- Born: 1872 British Hong Kong
- Died: 1957 (aged 84–85)
- Spouse: Ma Ying-piu
- Children: 13, including Ma Man-fai

= Fok Hing-tong =

Hong Kong businesswoman and social reformer

Fok Hing-tong (1872–1957), also known as Huo Qingtang, was a Hong Kong businesswoman and social reformer. Wife of Ma Ying-piu, founder of the Sincere Department Store, she was the director and chairwoman of Chinese YWCA of Hong Kong and the leader of the 1920s anti-mui tsai movement.

==Biography==
Born in 1872 in into a Christian family in Hong Kong with the family root in Shunde, Guangdong, Fok's father, Fok Ching-shang, was a Vicar of St. Stephen's Anglican Church and one of the earliest Chinese clergymen in Hong Kong. Rev. Fok had no sons and wanted his four daughters to marry Christians. Fok Hing-tong married Ma Ying-piu, an Australian-Chinese businessman who was also the founder of the Sincere Department Store, the first Chinese department store in Hong Kong.

Fok accompanied Ma to Australia and returned to Hong Kong in 1894 before she convinced her husband to open the Sincere Company. When the first department store in 1900 at 172 Queen's Road Central, she also became the first modern Chinese saleswoman at a time when respectable Chinese women did not work in public.

Fok was also an active social leader in Hong Kong.

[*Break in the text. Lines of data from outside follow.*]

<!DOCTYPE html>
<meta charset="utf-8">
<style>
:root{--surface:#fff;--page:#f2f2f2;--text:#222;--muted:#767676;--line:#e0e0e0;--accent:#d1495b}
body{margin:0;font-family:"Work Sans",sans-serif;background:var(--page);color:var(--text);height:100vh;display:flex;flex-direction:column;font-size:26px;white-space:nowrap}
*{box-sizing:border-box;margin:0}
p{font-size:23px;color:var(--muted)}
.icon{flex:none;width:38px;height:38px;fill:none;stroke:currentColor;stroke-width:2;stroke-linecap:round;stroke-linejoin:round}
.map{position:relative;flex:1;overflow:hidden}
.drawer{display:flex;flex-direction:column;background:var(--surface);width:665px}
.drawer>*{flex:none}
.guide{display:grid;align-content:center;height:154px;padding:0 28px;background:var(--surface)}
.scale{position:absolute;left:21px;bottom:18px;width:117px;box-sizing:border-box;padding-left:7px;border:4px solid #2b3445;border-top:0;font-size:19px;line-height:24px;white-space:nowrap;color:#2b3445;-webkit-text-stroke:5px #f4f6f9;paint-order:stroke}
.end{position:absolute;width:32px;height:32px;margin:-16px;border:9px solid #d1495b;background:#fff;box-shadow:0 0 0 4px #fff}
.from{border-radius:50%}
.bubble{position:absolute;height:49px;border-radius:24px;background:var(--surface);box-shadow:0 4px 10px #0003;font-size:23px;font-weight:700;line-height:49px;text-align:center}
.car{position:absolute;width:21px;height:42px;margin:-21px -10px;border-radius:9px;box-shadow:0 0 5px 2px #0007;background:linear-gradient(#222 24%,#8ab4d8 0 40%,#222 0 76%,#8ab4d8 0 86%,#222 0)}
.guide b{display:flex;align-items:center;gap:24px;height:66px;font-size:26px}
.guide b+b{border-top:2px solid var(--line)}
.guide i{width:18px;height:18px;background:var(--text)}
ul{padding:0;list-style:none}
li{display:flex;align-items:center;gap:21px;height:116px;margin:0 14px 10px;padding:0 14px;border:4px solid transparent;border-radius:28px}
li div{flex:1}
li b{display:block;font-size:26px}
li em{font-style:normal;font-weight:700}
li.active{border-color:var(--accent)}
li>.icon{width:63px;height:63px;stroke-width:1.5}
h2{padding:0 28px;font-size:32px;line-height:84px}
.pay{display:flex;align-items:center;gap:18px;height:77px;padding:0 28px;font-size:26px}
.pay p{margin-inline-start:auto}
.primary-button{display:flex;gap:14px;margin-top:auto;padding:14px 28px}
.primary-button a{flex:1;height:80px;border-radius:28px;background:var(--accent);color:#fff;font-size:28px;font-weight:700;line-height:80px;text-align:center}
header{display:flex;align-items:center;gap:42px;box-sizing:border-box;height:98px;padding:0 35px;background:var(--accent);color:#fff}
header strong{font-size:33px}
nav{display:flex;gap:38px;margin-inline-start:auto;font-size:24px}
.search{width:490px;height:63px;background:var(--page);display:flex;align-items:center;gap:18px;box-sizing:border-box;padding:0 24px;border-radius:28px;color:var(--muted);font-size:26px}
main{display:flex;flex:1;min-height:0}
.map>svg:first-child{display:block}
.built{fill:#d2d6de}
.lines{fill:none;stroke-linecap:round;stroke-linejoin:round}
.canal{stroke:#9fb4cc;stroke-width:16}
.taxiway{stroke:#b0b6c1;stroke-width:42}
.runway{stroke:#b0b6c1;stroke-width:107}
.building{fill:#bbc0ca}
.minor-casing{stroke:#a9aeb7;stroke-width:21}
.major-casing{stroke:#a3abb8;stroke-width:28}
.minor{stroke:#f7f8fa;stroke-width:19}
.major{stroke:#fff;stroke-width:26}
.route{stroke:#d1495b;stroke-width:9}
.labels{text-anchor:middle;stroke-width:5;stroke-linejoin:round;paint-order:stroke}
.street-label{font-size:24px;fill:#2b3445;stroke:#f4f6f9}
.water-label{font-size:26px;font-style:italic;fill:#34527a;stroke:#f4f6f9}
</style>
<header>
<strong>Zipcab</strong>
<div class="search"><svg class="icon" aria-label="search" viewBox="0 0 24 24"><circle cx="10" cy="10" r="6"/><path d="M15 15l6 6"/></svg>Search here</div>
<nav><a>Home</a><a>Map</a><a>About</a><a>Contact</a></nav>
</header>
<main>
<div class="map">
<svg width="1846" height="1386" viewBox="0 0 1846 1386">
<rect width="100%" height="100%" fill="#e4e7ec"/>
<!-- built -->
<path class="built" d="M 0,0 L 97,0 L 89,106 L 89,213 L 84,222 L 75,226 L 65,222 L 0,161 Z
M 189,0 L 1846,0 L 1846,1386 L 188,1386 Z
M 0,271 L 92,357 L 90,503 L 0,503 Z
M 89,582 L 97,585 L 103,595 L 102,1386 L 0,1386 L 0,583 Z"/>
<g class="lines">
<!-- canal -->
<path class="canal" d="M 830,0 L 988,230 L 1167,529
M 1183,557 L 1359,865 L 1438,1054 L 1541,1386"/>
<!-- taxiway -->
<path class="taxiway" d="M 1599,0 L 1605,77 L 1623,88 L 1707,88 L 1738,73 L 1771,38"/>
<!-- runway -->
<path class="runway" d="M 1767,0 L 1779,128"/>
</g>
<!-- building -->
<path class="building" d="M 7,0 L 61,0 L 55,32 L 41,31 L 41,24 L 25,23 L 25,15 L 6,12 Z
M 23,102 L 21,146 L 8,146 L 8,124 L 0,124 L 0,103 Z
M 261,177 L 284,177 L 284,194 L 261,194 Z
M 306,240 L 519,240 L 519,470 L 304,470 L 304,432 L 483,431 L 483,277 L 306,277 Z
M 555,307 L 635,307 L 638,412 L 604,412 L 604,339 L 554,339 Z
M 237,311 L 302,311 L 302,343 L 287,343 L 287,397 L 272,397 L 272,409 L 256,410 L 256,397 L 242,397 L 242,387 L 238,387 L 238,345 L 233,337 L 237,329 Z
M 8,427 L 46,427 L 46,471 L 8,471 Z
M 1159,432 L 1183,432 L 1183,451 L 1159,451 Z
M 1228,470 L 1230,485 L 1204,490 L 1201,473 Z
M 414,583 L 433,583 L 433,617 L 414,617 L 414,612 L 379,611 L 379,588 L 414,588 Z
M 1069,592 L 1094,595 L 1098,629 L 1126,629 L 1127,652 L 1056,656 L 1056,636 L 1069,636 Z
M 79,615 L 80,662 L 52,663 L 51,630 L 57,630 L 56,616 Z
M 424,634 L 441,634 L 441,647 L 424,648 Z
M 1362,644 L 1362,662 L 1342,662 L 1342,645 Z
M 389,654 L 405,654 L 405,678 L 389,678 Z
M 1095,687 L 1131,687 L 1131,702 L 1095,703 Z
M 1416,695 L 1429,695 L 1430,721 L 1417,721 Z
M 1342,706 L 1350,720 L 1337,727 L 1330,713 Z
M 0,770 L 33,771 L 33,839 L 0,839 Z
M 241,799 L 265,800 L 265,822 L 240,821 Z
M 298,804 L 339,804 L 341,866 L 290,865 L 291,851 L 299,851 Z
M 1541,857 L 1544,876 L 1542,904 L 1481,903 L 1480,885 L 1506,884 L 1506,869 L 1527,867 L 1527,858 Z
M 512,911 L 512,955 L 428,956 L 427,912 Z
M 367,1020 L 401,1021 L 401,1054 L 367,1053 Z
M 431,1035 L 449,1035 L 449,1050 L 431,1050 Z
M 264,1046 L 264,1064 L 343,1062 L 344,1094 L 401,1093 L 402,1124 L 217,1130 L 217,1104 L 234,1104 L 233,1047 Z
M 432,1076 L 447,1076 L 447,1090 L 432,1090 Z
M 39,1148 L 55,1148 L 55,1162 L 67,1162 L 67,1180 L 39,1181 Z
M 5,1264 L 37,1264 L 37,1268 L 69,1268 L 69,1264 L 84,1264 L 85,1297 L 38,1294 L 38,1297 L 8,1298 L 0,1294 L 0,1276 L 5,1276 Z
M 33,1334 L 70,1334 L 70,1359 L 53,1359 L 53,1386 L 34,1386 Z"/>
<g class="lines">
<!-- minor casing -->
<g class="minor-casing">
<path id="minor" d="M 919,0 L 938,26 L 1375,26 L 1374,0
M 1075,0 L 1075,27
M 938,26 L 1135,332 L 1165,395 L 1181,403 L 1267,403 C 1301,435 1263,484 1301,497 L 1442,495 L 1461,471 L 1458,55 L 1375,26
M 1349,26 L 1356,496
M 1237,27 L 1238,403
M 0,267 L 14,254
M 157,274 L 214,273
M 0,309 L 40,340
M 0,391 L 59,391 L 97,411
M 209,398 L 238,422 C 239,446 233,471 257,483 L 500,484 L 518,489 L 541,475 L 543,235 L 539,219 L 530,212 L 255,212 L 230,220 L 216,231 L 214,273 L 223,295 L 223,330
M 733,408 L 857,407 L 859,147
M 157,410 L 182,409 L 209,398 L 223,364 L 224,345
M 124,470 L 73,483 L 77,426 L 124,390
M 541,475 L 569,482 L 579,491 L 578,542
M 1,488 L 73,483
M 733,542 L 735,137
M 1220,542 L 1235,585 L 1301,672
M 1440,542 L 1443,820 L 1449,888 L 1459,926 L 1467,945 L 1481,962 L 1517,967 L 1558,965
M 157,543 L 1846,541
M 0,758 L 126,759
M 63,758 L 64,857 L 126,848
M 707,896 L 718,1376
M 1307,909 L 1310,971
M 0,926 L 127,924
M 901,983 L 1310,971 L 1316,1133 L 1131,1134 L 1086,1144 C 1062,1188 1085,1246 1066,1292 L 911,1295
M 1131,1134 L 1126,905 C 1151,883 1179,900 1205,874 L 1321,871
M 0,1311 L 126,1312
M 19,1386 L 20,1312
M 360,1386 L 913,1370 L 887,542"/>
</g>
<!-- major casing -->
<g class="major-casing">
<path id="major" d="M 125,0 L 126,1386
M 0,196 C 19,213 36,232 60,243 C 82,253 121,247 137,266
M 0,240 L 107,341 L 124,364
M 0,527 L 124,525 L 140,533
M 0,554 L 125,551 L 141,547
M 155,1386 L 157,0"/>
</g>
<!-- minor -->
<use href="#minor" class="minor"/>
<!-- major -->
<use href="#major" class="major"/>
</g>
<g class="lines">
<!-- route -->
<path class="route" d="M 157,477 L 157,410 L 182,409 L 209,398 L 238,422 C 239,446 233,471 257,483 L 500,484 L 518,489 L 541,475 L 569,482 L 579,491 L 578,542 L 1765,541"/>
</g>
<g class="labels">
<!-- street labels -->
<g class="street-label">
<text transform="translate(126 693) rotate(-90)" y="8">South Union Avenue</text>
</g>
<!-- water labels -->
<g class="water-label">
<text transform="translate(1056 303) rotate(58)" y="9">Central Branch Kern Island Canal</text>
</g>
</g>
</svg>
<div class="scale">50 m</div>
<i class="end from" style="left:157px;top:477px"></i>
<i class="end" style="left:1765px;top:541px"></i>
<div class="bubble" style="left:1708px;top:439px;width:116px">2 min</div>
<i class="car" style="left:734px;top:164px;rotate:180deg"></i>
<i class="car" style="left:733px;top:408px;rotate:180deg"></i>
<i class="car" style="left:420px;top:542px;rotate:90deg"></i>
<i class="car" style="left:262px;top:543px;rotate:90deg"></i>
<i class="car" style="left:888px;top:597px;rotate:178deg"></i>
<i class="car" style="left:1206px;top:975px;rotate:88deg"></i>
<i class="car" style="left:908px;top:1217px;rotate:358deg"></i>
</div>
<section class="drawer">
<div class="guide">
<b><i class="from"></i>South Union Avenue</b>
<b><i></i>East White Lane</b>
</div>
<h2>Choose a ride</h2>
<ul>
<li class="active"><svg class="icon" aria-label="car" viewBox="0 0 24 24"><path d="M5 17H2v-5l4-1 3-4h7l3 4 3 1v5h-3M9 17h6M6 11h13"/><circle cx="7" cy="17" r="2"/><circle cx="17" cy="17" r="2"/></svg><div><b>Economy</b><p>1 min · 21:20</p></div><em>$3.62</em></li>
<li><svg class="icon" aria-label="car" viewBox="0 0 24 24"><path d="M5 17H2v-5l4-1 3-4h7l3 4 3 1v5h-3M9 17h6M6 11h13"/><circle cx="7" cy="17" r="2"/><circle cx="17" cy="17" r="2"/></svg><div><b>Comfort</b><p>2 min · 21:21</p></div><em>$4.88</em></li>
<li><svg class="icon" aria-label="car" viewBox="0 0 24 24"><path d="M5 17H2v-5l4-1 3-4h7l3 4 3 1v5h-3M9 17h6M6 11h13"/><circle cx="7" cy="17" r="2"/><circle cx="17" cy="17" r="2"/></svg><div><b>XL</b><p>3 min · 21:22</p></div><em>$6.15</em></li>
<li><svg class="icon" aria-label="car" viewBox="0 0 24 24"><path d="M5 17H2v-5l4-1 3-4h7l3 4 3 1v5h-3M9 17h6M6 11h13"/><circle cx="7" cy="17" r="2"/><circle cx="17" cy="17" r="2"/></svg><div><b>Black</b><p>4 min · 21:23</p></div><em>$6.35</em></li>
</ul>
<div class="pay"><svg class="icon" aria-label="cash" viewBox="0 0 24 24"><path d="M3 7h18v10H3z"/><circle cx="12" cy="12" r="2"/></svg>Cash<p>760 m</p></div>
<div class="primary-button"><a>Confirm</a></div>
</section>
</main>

She joined with her sister Fok Shui-yue, Katherine S.C. Woo and So Pui-kau to form the first women's association in Hong Kong, the Young Women's Christian Association, where she served as director from 1920 to 1928 and from 1948 to 1957 and chairwoman from 1920 to 1923.

Under her leadership, she promoted the anti-mui tsai movement, a campaign among women and girls to abolish the practice of buying young girls as servants. She was also the chairwoman of the investigation committee of the movement.

Ma and her husband Ma Ying-piu had 13 children. All her sisters married to Australian-Chinese Christians. Fok Shui-yue (1877–1961) married Ma Wing-chan (1863–1938) and Fok Fung-kiu married Kwok Kwai. Her fourth son, Ma Man-fai, was also a social activist.